Google Translation to Spanish El zorro marrón rápido saltó sobre el perro perezoso.
Spanish Translation Back to English The fast brown fox jumped on the sluggish dog.
Although Google translate does a pretty good job, quick was changed to fast, over was changed to on, and lazy was changed to sluggish. If you study semantics, you can find lots of problems trying to communicate with close approximations. Note the original implicit business rule of don’t repeat a letter was also lost. We have many implicit business rules in complex systems and translation of these to other formats is always problematic for software developers.
Saving XML using an object-middle tier is one translation. Saving objects to a relational database is a second translation. Fetching data from a database using SQL is a third translation. Converting tabular data into objects is a fourth translation and converting objects back to XML is a fifth transformation. There are five translations, not just two.
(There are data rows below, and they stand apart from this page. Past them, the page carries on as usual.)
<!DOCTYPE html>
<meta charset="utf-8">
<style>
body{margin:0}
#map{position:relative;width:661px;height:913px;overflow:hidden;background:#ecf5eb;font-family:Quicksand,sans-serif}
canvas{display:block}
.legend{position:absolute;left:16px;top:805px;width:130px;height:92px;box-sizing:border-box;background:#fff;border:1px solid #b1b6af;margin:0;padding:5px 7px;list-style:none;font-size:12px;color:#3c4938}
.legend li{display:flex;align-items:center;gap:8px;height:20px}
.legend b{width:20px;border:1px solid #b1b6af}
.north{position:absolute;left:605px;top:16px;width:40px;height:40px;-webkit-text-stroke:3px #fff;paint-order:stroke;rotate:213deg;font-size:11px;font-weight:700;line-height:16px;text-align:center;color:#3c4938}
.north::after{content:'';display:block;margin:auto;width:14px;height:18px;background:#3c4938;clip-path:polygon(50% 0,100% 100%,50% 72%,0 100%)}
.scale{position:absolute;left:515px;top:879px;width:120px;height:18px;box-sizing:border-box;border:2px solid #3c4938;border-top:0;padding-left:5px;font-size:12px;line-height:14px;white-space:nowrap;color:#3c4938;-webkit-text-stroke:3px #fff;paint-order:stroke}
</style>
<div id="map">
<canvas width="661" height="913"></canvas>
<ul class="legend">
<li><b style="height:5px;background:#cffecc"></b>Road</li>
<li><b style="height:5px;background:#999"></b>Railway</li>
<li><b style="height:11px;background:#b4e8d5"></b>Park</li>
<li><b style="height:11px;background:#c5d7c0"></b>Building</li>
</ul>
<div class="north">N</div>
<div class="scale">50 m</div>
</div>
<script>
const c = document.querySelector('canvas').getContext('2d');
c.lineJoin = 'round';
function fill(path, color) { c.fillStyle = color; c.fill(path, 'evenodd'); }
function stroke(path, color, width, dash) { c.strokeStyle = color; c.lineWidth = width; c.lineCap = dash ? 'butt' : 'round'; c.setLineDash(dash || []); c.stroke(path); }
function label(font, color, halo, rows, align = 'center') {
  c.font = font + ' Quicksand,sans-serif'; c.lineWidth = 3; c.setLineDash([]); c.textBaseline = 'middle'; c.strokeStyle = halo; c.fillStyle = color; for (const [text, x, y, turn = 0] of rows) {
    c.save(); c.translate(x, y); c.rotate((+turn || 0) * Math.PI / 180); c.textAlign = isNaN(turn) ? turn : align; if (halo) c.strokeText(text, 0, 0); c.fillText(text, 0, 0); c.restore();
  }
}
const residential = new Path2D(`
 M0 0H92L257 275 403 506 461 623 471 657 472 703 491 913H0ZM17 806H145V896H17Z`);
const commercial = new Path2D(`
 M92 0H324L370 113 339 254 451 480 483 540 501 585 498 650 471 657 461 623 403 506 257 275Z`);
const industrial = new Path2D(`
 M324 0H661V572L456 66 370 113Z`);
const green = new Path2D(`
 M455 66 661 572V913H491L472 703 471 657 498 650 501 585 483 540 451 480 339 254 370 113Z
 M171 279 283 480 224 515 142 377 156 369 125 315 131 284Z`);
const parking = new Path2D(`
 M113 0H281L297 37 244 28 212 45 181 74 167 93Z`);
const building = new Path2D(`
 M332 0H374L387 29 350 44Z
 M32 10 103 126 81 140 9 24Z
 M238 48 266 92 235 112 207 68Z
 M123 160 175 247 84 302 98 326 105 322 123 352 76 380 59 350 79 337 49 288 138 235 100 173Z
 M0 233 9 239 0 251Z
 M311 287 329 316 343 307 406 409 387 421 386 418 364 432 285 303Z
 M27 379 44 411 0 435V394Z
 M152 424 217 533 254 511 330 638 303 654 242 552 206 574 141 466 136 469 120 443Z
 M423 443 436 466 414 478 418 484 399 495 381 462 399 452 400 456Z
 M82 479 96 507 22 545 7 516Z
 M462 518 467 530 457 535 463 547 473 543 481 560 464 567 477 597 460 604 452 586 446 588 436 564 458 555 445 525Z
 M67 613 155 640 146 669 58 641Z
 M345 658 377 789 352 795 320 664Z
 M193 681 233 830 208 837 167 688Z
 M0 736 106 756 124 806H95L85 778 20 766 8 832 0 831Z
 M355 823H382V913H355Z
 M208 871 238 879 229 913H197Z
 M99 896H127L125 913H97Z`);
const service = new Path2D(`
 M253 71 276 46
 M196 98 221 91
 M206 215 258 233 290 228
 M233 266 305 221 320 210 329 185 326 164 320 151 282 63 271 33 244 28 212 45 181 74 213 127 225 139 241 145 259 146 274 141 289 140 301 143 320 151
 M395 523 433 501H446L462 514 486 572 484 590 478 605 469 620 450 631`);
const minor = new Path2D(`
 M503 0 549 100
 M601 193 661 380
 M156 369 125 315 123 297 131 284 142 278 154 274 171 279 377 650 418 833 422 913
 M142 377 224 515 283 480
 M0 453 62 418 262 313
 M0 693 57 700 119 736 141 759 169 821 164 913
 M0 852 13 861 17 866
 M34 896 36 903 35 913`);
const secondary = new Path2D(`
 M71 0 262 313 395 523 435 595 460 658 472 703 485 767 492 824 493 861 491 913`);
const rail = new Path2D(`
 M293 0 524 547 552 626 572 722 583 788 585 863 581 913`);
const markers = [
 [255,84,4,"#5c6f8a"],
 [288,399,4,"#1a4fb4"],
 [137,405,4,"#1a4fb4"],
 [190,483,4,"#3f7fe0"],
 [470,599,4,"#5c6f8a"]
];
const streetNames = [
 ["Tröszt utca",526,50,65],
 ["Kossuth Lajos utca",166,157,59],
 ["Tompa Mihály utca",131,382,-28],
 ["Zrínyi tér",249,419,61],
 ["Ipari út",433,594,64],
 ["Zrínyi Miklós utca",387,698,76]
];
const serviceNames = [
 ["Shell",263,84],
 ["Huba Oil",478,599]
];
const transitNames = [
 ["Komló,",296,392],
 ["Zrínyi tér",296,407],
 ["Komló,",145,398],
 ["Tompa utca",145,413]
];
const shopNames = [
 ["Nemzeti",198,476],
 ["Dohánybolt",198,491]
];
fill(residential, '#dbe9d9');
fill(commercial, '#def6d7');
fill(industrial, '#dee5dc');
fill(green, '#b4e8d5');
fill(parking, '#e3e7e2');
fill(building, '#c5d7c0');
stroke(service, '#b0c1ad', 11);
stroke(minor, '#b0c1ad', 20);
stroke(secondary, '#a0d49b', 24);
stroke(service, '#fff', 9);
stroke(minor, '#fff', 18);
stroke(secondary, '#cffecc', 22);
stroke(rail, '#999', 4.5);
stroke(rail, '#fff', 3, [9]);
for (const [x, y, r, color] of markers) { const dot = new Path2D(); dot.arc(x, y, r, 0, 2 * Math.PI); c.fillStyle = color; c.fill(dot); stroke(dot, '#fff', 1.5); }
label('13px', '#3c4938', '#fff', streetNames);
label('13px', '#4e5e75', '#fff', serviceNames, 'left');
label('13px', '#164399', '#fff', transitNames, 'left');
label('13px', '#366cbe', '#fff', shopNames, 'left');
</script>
Not that XForms solutions today are not without translation. In our process we are planning to convert XML Schemas into XForms as well as initial instance data. We need to also import leaf-level definitions from a metadata registry. But the nice thing about this process is that we can validate the submitted data directly against the original XML Schema that was used to generate the XForms. An elegant self-checking pattern.
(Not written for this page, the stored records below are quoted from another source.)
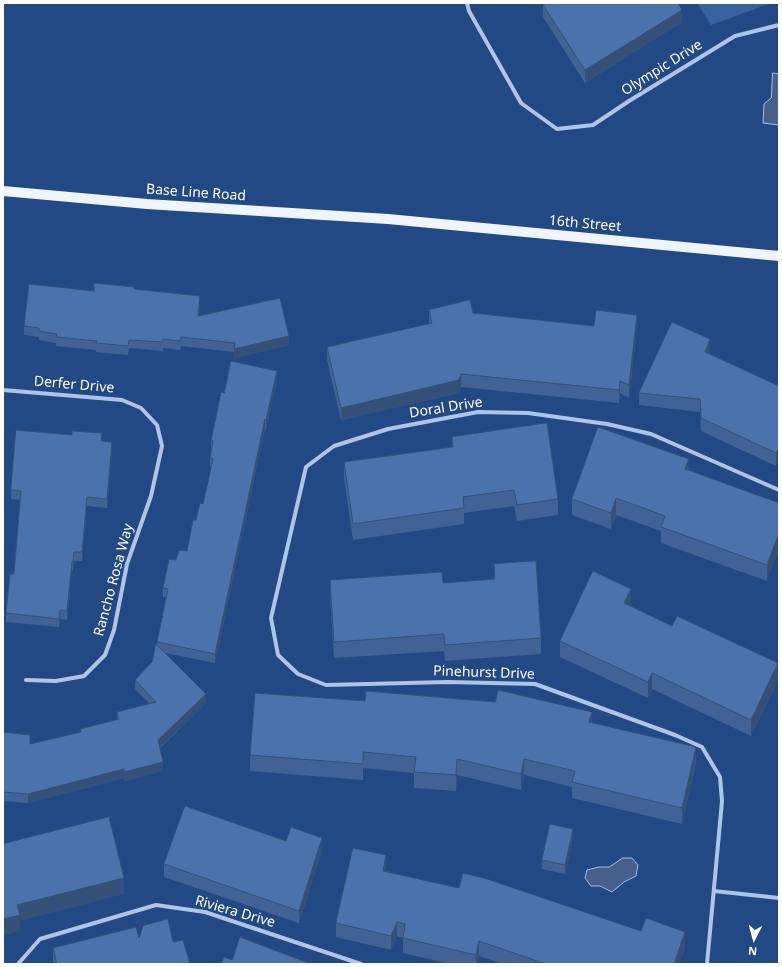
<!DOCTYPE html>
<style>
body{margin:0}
#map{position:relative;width:782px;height:967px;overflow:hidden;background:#234984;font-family:"Noto Sans",sans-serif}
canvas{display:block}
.frame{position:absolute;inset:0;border:4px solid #fff;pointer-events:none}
.north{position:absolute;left:734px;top:919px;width:40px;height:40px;-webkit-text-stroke:3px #234984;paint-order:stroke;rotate:186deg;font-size:11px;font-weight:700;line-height:16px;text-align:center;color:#fff}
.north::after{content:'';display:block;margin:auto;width:14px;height:18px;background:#fff;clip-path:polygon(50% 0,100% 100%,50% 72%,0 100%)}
</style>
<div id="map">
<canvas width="782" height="967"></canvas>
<div class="frame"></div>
<div class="north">N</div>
</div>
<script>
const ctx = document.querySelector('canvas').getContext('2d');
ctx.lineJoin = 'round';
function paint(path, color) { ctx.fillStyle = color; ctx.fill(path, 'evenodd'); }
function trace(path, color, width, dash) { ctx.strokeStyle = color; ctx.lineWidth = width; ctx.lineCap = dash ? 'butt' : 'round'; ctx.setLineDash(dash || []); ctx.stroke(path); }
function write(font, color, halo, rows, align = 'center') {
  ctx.font = font + ' "Noto Sans",sans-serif'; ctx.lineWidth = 3; ctx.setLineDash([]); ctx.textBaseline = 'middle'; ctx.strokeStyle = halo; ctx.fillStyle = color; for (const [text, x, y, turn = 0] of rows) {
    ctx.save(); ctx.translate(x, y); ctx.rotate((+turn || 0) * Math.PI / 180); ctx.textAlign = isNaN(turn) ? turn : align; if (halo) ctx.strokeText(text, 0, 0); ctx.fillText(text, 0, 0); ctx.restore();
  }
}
const green = new Path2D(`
 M 697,3 L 771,3 L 711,25 Z`);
const water = new Path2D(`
 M 773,73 L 779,74 L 779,125 L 763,123 L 764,104 L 771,98 Z
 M 623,858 L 632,858 L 638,865 L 636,876 L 624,882 L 612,892 L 600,886 L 591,886 L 585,878 L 587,870 L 599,867 L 609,867 Z`);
const minor = new Path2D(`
 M 467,3 L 469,11 L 521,103 L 557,129 L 593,125 L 629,101 L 735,36 L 779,25
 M 3,390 L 122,400 L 141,408 L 157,425 L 162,446 L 151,496 L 127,564 L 114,630 L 105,655 L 84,676 L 56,681 L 26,680
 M 714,891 L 779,898
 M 18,964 L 40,939 L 156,905 L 205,912 L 361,964
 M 707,964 L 722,801 L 720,777 L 702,747 L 675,735 L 535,684 L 448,682 L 326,685 L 298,674 L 278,655 L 271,618 L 306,467 L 334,446 L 388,429 L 478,412 L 528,413 L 607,424 L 651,434 L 779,490`);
const primary = new Path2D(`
 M 3,191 L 147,204 L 388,219 L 779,256`);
const wall = new Path2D(`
 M 543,5 L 682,22 L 585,83 L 543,17 Z
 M 134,289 L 200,305 L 199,316 L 289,345 L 234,358 L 234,352 L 181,346 L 180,350 L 163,348 L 163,351 L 129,348 L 128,355 L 96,352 L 96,350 L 56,346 L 56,343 L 39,340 L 39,337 L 24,335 L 24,326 L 94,291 Z
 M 429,310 L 473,313 L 594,326 L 637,327 L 629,398 L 620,393 L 619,403 L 461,387 L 459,393 L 341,420 L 327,360 L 327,347 L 429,324 Z
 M 710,352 L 710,354 L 779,386 L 776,466 L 701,431 L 700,412 L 639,405 L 639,393 Z
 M 277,380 L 266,429 L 265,428 L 215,663 L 165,653 L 206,703 L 160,748 L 163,771 L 124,781 L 124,778 L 28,803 L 3,801 L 3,732 L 30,744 L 80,732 L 80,729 L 117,720 L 117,712 L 149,703 L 135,689 L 135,680 L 152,662 L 157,645 L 157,642 L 166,597 L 163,597 L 163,588 L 176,560 L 187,551 L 196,520 L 203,504 L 211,468 L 210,467 L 210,458 L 211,450 L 211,441 L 224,393 Z
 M 452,437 L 558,499 L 558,515 L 517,521 L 514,506 L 464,513 L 464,524 L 353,540 L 344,478 L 344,462 L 452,447 Z
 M 102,441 L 112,451 L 107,508 L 87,506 L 82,561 L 74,561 L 73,571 L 72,571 L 67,620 L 60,619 L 59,627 L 6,622 L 6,613 L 14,574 L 20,500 L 11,499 L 11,490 Z
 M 689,470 L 779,503 L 767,581 L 661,543 L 661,531 L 616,515 L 611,529 L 572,515 L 572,499 Z
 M 494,564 L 541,638 L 541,654 L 445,661 L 444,651 L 334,658 L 330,596 L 330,580 L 443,583 L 494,580 Z
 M 631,605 L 631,606 L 778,680 L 751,736 L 652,689 L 648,698 L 560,657 L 560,641 Z
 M 592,723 L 696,763 L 682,824 L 572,798 L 572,787 L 524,775 L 521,790 L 457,775 L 456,791 L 414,788 L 414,773 L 363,768 L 363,780 L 250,771 L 250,755 Z
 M 573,838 L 565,874 L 542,869 L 542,860 Z
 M 286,841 L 322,851 L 299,923 L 164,877 L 164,864 Z
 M 386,870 L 386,871 L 685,947 L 679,964 L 503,964 L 479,956 L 477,964 L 450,964 L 403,953 L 403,938 L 397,936 L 391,950 L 336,937 L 336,923 Z
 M 139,938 L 173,942 L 190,964 L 54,964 L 53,961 L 53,948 Z`);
const shadedWall = new Path2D(`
 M 682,10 L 682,22 L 585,83 L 585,70 Z
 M 200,296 L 200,305 L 198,325 L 198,316 Z
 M 637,315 L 637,327 L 629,398 L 629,385 Z
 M 289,336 L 289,345 L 234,358 L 234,349 Z
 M 710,339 L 710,352 L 705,364 L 705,352 Z
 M 277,371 L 277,380 L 266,429 L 266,420 Z
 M 461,374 L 461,387 L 459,393 L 341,420 L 341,408 Z
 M 620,381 L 620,393 L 619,403 L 619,390 Z
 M 265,419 L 265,428 L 215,663 L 215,654 Z
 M 112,442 L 112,451 L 107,508 L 107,499 Z
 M 779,447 L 779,460 L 776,466 L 776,453 Z
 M 689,459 L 689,475 L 685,469 Z
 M 87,497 L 87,506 L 82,561 L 82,552 Z
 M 616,498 L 616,515 L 611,529 L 611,513 Z
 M 779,533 L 779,549 L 767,581 L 767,565 Z
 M 74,552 L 74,561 L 73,571 L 73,562 Z
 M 72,562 L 72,571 L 67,620 L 67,611 Z
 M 631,589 L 631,605 L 624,619 L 624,603 Z
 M 60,610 L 60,619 L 59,627 L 59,619 Z
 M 778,663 L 778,680 L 751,736 L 751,720 Z
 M 652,673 L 652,689 L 648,698 L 648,682 Z
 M 206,694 L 206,703 L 158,749 L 158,740 Z
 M 592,712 L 592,728 L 589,722 Z
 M 696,747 L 696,763 L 682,824 L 682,808 Z
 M 457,759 L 457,775 L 456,791 L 456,775 Z
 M 524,759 L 524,775 L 521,790 L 521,774 Z
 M 163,762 L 163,771 L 124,781 L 124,772 Z
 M 124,769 L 124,778 L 28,803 L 28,794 Z
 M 573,829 L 573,838 L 565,874 L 565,865 Z
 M 322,838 L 322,851 L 299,923 L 299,911 Z
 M 386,855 L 386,870 L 383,885 L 383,871 Z
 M 124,878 L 124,894 L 20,921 L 20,931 L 3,936 L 3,919 L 17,905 Z
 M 397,922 L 397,936 L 391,950 L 391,936 Z
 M 685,932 L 685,947 L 679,964 L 674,964 Z
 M 479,941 L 479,956 L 477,964 L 476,964 L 476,955 Z`);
const building = new Path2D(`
 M 546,3 L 678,3 L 682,10 L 585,70 L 543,5 Z
 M 94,283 L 134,287 L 134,289 L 200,296 L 198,316 L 280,298 L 289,336 L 234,349 L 235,343 L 181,337 L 180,341 L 163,339 L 163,342 L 129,340 L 128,346 L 96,343 L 97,341 L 56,337 L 57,334 L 39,331 L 39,328 L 24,326 L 29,284 L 94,291 Z
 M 470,300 L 473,313 L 594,326 L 596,310 L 637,315 L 629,385 L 620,381 L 619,390 L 461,374 L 459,380 L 341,408 L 327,347 L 432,323 L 429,310 Z
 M 672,322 L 710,339 L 705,352 L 779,386 L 779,447 L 776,453 L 701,418 L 700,399 L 639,393 Z
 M 231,361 L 277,371 L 266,420 L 265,419 L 215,654 L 157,642 L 168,589 L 163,588 L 169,559 L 176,560 L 179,550 L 187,551 L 193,520 L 196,520 L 200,503 L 203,504 L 213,459 L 210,458 L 213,441 L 211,441 L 221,392 L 224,393 Z
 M 547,423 L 558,499 L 517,505 L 514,490 L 463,497 L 464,508 L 353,524 L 344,462 L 453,447 L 452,437 Z
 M 598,427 L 689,459 L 685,469 L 779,503 L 779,533 L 767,565 L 661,527 L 665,516 L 616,498 L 611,513 L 572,499 Z
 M 16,430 L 72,435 L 72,431 L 102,433 L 101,441 L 112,442 L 107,499 L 87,497 L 82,552 L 74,552 L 73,562 L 72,562 L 67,611 L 60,610 L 59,619 L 6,613 L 10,574 L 14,574 L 21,491 L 11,490 Z
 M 536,561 L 541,638 L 445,645 L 444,634 L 334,642 L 330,580 L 442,572 L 443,583 L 495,579 L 494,564 Z
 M 593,571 L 631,589 L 624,603 L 672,626 L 677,616 L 778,663 L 751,720 L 652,673 L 648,682 L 560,641 Z
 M 156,644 L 206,694 L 158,740 L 163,762 L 124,772 L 124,769 L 28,794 L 3,792 L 3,732 L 30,735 L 30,744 L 81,732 L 80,729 L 119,719 L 117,712 L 156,702 L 135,680 L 152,662 Z
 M 498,690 L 592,712 L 589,722 L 696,747 L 682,808 L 572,782 L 575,771 L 524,759 L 521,774 L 457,759 L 456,775 L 414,772 L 416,757 L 363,752 L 363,764 L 250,755 L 255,693 L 365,701 L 366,691 L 495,702 Z
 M 185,806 L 286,841 L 291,827 L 322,838 L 299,911 L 164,864 Z
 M 109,817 L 124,878 L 17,905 L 20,915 L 3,919 L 3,844 Z
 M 550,824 L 573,829 L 565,865 L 542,860 Z
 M 353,848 L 386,855 L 383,871 L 459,888 L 463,873 L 487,879 L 641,931 L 646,918 L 685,932 L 674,964 L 546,964 L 479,941 L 476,955 L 403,938 L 405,924 L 397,922 L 391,936 L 336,923 Z
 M 168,919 L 173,942 L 183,940 L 190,964 L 57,964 L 53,948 L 136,927 L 139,938 L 143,926 Z
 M 240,937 L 311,964 L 221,964 L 224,957 L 232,960 Z`);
const streetNames = [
 ["Olympic Drive",662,68,-32],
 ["Base Line Road",196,193,4],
 ["16th Street",585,224,5],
 ["Derfer Drive",74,385,5],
 ["Doral Drive",446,408,-9],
 ["Rancho Rosa Way",114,580,-75],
 ["Pinehurst Drive",484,673,2],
 ["Riviera Drive",235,912,16]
];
paint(green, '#3862a1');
paint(water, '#46608b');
trace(water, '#a1bfe9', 1);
trace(minor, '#adc5e8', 4);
trace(primary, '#eff4fe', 10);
paint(wall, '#416294');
paint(shadedWall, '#355078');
paint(building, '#4c72ac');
trace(building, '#355078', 1);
write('14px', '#fff', '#234984', streetNames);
</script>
All of these transforms are possible. But all have to be maintained each time you change your XML Schema. Right now we also need great tools that translate XML Schemas directly into XForms. And these need to retain the fidelity of the original intent of the subject matter experts.
So perhaps deploying applications with native XML databases is a critical part of the XForms value proposition.
Moore also noted that both early late majority buyers would be more willing to use a technology if it was buried deeply in a complete solution. That way the IT managers don’t have to sell the technology to management, just the solution. Similarly, once third party developers start building accounting or complete solutions for vertical industry using XForms the buyer will not need to know or care how the solution is being delivered.